Universal Credit (Waiting Days) (Amendment) Regulations 2015

My Lords, I thank the noble Lord, Lord German, for moving his Motion and for explaining to the House the effects of this measure. I will not detain the House by repeating that explanation. I also understand his desire to mitigate some of the effects of these provisions by seeking to exclude the housing element of universal credit from the regulations, but I think that there is a better way to approach this so I have taken a different direction in my Motion and I will explain why I think the House should agree. I am also being ever-optimistic, hoping that the noble Lord, Lord Freud, will find this a more persuasive case and that by the end he will rise up and cheer in agreement and obviate the need for a vote at all. I shall do my best.

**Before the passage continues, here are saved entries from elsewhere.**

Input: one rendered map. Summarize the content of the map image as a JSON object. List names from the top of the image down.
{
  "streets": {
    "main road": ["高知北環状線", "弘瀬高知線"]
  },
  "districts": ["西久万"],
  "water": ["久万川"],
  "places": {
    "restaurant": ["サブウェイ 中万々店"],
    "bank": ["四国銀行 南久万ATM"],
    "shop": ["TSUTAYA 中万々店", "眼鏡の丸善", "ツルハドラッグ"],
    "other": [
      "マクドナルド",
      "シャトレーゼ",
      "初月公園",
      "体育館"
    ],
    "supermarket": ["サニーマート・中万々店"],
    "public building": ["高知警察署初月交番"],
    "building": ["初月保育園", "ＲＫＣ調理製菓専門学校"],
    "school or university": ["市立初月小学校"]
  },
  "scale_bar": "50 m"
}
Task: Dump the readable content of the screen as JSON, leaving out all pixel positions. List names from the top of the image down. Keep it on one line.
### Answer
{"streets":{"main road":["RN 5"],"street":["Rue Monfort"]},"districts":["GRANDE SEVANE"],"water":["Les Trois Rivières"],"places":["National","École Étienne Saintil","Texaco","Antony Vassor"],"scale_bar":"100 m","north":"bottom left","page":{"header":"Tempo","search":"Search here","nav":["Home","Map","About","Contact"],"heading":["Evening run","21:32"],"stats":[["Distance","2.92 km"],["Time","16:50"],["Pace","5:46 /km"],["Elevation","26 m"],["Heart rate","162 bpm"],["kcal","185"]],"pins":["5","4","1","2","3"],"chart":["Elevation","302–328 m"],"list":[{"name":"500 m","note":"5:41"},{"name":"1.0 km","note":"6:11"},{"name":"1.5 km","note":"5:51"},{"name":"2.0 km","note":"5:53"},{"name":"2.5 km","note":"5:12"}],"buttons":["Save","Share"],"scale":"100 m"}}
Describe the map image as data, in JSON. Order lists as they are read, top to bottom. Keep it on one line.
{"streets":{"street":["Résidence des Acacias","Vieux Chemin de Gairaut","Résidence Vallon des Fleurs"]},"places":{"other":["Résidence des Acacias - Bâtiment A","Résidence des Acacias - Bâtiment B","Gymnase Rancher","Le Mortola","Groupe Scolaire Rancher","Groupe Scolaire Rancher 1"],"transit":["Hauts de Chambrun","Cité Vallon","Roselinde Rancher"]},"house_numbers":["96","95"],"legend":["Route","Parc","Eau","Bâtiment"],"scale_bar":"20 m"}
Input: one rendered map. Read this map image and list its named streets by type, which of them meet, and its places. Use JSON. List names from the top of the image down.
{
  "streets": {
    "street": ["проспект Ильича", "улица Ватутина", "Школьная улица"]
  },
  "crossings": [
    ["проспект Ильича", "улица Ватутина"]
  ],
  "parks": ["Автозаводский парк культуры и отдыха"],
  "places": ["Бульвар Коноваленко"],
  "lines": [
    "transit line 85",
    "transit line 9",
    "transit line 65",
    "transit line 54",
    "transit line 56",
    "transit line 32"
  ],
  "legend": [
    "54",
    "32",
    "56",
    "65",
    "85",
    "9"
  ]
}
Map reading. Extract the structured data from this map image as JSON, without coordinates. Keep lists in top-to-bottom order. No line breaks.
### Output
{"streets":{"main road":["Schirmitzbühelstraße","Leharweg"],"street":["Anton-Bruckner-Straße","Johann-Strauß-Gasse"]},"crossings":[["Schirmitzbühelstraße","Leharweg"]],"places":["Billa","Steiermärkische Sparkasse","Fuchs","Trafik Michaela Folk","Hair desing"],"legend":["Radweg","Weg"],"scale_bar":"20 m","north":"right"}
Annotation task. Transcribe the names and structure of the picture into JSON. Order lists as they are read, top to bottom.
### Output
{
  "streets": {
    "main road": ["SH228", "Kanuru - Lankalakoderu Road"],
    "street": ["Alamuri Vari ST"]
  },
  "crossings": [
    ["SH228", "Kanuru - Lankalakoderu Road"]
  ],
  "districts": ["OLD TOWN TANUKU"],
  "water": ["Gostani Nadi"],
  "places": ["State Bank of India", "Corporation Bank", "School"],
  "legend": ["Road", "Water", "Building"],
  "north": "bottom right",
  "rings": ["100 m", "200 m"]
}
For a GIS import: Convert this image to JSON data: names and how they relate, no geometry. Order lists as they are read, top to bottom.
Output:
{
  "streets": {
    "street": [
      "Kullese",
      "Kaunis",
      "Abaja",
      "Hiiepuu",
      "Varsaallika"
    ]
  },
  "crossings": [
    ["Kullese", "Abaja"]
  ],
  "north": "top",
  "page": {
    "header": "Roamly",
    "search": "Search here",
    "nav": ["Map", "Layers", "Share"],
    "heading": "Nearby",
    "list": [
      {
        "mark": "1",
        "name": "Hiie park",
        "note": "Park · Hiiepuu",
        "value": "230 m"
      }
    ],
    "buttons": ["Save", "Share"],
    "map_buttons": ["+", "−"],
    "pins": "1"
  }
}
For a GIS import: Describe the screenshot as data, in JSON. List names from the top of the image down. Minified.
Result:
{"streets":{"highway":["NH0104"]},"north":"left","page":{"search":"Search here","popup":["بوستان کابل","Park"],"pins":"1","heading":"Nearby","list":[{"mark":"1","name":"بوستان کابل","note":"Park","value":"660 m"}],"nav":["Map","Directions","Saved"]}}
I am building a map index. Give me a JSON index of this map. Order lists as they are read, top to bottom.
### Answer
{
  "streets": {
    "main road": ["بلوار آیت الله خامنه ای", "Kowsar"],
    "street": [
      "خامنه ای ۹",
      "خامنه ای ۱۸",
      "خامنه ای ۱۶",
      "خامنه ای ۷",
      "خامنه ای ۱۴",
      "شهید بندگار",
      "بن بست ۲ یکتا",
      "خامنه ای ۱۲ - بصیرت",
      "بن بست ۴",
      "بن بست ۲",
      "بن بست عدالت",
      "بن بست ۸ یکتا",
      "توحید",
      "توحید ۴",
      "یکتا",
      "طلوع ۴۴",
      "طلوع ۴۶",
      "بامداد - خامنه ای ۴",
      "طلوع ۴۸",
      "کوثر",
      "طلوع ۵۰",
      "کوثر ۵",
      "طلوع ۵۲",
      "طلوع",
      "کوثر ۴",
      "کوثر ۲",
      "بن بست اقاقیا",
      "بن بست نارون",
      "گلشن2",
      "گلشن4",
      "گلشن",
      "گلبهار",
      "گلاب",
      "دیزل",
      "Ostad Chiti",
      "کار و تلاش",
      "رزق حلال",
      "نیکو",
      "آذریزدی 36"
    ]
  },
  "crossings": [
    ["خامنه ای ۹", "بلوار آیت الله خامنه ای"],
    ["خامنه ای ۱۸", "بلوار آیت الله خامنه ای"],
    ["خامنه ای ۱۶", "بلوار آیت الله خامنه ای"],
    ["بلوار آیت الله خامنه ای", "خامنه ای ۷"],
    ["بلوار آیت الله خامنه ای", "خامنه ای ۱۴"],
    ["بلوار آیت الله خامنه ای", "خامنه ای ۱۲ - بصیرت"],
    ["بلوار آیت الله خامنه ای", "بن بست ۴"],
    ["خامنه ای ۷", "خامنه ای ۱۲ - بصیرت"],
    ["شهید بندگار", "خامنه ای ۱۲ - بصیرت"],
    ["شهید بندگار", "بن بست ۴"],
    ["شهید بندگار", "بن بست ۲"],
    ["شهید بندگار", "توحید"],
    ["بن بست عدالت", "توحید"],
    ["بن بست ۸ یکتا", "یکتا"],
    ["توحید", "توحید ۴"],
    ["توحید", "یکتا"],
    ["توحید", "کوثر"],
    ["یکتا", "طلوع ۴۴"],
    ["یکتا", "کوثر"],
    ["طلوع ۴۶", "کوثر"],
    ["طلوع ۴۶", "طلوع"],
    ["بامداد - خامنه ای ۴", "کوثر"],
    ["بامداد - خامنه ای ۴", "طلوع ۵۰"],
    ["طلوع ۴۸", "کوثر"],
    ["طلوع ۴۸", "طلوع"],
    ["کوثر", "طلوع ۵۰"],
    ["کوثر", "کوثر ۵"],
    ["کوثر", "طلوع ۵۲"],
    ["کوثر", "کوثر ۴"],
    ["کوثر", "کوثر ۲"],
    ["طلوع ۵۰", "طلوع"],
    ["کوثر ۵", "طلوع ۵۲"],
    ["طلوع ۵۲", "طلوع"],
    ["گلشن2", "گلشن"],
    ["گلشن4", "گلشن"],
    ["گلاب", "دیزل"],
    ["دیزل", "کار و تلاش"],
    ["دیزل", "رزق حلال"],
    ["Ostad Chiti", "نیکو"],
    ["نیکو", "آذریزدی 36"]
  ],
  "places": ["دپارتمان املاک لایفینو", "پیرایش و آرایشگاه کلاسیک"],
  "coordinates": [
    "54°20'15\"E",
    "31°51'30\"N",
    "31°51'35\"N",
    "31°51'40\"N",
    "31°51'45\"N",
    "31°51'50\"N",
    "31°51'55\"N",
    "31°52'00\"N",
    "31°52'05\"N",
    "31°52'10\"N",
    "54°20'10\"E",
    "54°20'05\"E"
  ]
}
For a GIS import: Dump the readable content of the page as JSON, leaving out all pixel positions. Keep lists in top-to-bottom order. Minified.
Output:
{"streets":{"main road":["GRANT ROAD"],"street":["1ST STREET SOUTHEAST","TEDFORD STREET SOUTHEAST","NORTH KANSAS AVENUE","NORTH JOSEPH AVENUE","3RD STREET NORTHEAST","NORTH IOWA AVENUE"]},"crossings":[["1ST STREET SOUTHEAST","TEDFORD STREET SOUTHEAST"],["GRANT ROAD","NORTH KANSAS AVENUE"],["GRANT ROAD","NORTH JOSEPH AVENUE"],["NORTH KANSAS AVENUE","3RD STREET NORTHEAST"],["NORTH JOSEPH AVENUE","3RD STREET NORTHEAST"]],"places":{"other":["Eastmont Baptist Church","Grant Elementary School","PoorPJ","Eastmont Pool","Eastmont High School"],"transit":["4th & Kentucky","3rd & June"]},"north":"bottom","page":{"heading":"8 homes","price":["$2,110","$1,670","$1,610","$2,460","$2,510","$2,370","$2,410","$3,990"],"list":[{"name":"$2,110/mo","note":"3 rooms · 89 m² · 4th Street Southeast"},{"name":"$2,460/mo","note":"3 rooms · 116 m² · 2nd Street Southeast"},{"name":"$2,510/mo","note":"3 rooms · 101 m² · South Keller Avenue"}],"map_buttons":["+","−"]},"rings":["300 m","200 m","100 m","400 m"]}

The starting point for Labour is that we support universal credit. We think it is a good idea. Bringing together separate working-age benefits can potentially make the system simpler and should make it easier to work out whether and by how much you would be better off in work. But because we support it, we want it to work, and we understand that to work it needs to get off to the best possible start. Sadly, that has not happened.

When the Welfare Reform Act was going through Parliament, noble Lords from across the House, from all Benches, pointed out to the Government at different stages some of the risks inherent in the approach they were taking and made various suggestions for how the Bill could be improved. Sadly—as we all think—had these been listened to, we might not be in the position we are in now; none the less, things are not looking brilliant. Unfortunately, once the legislation was in, things did not improve. Delivery has been disastrous from the outset, starting with an implementation plan which the Opposition pointed out to Ministers right at the beginning was hopelessly overoptimistic.

The July 2010 Green Paper on universal credit even included the claim that the IT changes necessary to deliver it,

“would not constitute a major IT project”.

In retrospect, the naivety of Ministers in signing off the plan is extraordinary. Since 2011, £130 million of taxpayers’ money has been written off because of failed universal credit IT. The Government still have not published any of the details of how they are going to spend this £12.8 billion budget, having repeatedly claimed that universal credit was on time and on budget when patently it was neither.

What of the impact on claimants? In November 2011, Ministers announced that 1 million people would be claiming universal credit by April 2014 and the project would be fully rolled out to 7 million people within six years, by 2017. But now there are only 65,380 people claiming universal credit and full rollout is still some way off. It is in this context that these regulations have been laid.

The noble Lord, Lord German, cited the damning report from the Government’s Social Security Advisory Committee, as well as the concerns expressed by our own Secondary Legislation Scrutiny Committee. As he explained, the provisions will extend the waiting time to seven days. They are already in place for jobseeker’s allowance and employment and support allowance but those are normally paid fortnightly and, as the noble Lord, Lord German, explained, the universal credit system is paid monthly and people could find themselves waiting six weeks for money, and at that point getting an amount of money equivalent to only a month minus seven days’ allowance.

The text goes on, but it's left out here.